Can the White House sell America on health care exchanges?

On Tuesday, the race to enroll Americans in the health insurance marketplaces established by President Barack Obama’s 2010 health care law begins — and it appears the Obama administration has a steep hill to climb to explain what exactly the exchanges are.

One recent poll shows that nearly half of Americans have never even heard of the exchanges, even though millions of young and healthy people must enroll in them for Obamacare to work. And much of the outreach by the White House and allied groups on the issue has just started in the past few weeks, despite three and a half years of criticism that Obama has not adequately sold the country on his signature piece of legislation.

Meanwhile, conservative groups have poured millions of dollars into advertising and other campaigns to discourage people — especially young people — from buying the insurance, in the hopes Obamacare will fail.

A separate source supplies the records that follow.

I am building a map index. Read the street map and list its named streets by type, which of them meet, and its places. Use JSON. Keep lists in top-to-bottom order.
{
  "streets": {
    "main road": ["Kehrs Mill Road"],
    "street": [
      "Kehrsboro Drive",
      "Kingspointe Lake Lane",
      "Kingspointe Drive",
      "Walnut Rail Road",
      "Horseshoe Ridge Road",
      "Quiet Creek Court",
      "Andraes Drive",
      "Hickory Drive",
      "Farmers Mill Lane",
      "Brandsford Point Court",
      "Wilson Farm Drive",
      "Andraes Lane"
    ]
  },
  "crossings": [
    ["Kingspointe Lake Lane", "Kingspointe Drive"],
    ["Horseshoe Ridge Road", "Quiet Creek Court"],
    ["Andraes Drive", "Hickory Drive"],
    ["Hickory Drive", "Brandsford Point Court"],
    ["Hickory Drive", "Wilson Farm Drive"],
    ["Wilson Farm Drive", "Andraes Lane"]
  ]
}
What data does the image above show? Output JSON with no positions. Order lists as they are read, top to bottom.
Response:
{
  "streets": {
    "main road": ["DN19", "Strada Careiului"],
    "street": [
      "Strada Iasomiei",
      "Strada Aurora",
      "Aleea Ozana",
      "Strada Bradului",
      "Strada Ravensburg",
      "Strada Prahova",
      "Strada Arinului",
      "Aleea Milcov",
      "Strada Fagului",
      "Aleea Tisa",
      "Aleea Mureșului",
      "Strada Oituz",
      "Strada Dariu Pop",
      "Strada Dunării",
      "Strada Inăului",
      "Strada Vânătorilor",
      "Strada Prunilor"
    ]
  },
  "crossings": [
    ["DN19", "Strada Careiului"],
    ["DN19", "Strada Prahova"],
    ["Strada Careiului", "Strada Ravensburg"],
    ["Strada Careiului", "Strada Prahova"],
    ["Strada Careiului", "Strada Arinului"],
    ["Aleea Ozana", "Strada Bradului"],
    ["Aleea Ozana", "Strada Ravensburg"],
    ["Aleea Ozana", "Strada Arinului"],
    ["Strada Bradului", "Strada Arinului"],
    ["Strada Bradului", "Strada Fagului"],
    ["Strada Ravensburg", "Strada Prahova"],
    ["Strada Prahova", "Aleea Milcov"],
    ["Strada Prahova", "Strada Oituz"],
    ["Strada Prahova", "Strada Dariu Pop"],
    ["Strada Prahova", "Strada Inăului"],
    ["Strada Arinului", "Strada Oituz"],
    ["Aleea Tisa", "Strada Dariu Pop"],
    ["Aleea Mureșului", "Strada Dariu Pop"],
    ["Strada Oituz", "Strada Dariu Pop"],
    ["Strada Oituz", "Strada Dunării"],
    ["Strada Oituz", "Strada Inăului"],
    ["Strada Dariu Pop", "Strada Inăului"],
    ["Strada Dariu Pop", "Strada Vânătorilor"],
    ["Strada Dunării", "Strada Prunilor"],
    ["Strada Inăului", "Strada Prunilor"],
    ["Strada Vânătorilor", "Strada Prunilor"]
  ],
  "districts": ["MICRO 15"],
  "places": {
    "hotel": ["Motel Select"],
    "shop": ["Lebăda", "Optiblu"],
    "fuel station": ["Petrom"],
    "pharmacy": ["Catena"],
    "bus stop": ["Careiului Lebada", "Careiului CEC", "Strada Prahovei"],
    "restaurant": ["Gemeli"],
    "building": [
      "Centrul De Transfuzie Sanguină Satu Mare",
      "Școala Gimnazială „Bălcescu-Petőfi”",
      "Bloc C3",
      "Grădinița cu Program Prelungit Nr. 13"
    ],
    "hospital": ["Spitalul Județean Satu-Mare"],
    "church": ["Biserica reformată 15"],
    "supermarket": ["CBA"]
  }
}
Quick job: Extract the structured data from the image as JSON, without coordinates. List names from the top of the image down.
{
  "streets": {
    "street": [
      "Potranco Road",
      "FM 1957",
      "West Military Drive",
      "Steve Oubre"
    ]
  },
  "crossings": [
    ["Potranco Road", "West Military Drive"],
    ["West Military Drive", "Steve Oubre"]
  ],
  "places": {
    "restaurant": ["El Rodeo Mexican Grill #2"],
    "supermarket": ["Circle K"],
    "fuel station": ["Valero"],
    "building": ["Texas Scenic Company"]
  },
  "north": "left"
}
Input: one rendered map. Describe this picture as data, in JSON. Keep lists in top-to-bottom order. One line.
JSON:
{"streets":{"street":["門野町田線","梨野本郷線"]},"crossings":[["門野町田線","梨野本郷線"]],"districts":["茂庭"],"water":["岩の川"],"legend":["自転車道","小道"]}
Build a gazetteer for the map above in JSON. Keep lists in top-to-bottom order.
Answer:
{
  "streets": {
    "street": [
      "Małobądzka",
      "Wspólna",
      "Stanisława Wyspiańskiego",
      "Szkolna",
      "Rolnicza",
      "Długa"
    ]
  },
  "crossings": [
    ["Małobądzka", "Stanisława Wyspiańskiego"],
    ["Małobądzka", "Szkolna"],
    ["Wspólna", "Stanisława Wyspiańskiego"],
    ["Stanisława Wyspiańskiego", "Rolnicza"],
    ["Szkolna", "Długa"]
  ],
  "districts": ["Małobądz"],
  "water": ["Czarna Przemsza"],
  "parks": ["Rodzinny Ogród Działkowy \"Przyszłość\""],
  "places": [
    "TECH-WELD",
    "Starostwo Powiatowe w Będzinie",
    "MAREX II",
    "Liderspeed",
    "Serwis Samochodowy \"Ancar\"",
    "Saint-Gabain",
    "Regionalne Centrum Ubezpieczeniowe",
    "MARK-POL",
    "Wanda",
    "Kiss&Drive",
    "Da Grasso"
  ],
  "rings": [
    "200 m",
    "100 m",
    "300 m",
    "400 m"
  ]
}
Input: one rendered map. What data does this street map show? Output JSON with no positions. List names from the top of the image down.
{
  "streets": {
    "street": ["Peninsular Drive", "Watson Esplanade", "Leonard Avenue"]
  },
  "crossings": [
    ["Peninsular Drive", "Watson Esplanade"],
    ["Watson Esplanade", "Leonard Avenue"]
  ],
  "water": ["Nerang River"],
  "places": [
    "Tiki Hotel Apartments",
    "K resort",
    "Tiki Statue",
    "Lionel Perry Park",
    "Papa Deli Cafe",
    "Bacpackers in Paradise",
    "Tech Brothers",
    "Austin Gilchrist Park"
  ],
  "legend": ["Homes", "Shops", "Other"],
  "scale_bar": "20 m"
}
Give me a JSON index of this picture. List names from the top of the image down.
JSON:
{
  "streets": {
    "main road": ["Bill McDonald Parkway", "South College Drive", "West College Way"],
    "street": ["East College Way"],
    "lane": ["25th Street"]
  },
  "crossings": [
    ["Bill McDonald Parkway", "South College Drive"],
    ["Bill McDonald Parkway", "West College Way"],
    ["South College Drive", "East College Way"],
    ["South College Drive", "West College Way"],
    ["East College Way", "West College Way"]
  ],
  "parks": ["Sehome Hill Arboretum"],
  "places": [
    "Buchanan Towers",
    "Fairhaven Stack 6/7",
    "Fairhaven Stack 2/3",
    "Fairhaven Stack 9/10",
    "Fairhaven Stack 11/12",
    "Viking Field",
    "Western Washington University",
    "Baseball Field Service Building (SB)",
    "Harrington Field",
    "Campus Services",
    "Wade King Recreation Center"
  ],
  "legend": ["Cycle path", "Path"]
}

The president and his team have emphasized the insurance will be so affordable that Americans will decide for themselves to buy it, despite the messages they’re being bombarded with from the opposing side. The White House has poured its time and energy into building and promoting a central website where people who live in the 36 states where the federal government manages part or all of the exchanges can purchase insurance and see if they qualify for tax breaks.

The president is essentially taking an “if you build it, they will come” stance.

[Read our explainer on the health insurance exchanges]

“There has been billions of dollars spent making people scared and worried about this stuff,” Obama said this week in a discussion with former President Bill Clinton in New York. “And rather than trying to disabuse people of every single bit of misinformation that’s been out there, what we’re saying is just look for yourself. Take a look at it and you will discover that this is a good deal for you.”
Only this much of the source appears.